• _Assigned task_
Check every line below for the word "column" and show those that hold it.

• _Information given_

---

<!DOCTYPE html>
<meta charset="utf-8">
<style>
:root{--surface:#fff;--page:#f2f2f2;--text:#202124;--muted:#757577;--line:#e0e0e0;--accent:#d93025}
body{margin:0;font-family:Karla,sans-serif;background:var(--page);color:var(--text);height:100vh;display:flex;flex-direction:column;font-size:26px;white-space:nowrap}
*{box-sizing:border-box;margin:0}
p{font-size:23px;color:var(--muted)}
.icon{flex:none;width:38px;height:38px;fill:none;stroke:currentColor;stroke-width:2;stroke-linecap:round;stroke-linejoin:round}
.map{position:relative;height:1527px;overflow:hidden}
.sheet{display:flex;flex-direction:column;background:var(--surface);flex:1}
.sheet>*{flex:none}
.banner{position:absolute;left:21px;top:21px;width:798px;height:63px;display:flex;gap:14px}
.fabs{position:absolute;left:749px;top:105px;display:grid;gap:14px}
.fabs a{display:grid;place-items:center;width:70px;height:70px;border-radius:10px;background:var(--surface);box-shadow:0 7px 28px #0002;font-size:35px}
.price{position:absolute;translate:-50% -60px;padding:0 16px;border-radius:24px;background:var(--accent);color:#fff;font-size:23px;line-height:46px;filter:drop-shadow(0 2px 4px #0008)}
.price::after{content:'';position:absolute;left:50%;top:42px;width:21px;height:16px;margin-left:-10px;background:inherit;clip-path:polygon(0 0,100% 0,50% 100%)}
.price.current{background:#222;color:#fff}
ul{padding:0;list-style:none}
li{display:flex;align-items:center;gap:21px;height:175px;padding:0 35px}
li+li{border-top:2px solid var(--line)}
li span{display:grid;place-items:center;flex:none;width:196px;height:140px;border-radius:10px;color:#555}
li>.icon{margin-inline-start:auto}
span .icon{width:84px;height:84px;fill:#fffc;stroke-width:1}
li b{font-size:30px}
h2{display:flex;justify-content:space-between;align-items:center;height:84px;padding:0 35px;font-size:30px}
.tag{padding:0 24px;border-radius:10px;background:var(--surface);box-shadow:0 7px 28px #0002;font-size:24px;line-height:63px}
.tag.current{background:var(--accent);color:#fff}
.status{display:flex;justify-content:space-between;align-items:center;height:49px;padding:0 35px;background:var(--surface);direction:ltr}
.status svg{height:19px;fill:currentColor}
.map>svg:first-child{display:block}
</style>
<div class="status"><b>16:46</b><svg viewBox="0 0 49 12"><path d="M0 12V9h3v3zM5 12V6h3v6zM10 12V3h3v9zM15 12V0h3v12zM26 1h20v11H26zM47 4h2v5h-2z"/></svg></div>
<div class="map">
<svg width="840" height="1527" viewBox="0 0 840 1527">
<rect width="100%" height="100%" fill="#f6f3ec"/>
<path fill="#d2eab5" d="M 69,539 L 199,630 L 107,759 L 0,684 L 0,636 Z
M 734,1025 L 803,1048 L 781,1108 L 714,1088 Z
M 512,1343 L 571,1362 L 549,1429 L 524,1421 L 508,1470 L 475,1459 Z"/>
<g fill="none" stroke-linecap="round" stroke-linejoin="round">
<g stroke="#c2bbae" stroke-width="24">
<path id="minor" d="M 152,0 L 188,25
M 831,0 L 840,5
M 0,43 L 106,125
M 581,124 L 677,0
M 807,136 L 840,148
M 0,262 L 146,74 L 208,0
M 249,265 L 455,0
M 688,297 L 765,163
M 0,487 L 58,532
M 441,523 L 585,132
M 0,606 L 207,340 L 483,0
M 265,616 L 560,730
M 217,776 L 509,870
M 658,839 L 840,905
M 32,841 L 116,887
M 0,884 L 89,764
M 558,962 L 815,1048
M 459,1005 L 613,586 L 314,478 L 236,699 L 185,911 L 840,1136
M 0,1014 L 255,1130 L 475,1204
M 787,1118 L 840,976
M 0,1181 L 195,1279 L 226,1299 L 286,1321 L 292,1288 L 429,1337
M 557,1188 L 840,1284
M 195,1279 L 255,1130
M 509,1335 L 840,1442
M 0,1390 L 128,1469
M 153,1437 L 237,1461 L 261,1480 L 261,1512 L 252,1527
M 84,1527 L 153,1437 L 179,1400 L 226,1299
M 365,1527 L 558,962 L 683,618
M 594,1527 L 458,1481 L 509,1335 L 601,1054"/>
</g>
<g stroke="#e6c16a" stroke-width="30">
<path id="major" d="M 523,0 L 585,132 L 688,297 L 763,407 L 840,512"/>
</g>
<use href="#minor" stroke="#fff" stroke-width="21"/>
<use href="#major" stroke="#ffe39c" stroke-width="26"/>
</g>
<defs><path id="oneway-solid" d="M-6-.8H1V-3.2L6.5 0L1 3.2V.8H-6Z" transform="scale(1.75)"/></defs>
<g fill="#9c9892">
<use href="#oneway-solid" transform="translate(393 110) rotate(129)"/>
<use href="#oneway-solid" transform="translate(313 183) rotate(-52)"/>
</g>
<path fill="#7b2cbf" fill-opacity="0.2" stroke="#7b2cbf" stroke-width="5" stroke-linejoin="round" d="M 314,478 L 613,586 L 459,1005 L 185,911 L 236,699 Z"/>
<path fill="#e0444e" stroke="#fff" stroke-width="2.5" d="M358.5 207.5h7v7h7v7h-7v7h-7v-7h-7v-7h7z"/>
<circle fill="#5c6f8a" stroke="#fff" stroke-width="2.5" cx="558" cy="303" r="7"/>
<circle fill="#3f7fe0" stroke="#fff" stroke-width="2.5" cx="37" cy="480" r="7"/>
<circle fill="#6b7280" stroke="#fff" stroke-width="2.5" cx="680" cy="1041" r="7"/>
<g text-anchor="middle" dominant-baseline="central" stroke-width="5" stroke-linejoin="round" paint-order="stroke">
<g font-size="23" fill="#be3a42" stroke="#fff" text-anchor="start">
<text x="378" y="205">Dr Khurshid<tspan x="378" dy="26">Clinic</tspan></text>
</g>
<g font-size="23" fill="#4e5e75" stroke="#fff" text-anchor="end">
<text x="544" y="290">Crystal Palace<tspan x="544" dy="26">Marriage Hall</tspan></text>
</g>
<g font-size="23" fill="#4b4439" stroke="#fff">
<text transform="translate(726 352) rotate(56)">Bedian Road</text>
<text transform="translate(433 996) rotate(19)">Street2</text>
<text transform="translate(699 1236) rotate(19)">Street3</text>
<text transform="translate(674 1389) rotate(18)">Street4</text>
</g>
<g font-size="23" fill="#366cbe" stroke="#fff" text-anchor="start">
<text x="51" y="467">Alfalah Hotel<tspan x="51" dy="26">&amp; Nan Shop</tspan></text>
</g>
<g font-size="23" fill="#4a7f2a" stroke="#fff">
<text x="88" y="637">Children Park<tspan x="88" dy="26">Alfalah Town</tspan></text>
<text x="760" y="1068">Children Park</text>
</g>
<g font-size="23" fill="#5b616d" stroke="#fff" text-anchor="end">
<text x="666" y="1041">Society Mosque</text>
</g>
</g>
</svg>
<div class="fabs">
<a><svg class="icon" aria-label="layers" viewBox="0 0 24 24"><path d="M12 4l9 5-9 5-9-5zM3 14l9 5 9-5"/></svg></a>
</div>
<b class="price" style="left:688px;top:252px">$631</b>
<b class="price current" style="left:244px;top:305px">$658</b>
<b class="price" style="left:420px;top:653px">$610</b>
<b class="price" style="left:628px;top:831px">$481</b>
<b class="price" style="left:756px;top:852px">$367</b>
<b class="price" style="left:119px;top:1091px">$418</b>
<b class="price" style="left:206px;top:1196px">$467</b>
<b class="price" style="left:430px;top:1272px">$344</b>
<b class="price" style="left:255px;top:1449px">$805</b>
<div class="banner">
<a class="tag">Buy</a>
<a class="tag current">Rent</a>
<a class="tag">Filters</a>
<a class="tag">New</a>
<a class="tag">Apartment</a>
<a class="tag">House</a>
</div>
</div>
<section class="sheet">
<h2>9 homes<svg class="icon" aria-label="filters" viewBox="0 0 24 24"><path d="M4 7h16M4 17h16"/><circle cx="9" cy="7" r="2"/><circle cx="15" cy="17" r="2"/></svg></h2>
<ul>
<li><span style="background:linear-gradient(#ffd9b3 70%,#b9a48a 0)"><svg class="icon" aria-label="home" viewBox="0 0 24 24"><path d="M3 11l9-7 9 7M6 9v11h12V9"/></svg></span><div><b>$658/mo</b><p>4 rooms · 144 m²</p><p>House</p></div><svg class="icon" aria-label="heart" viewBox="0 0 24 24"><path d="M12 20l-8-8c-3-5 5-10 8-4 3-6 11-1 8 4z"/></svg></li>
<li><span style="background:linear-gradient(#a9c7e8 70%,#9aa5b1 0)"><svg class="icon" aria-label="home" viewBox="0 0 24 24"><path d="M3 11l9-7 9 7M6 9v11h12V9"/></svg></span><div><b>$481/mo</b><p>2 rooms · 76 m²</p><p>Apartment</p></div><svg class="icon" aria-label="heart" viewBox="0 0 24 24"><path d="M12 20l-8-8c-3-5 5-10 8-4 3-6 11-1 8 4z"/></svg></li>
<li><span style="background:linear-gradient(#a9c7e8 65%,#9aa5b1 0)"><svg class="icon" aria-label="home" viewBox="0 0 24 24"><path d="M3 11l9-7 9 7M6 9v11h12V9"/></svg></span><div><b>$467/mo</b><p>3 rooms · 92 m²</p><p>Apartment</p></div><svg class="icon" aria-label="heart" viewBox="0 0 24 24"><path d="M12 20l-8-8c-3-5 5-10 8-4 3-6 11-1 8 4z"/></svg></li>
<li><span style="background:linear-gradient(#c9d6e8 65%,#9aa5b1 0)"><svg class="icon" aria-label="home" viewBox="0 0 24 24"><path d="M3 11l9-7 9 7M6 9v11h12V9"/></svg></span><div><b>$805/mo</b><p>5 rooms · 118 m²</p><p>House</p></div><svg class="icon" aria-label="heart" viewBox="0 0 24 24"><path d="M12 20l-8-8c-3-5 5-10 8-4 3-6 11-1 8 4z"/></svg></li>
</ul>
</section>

---

• _Result of the exercise_
body{margin:0;font-family:Karla,sans-serif;background:var(--page);color:var(--text);height:100vh;display:flex;flex-direction:column;font-size:26px;white-space:nowrap}
.sheet{display:flex;flex-direction:column;background:var(--surface);flex:1}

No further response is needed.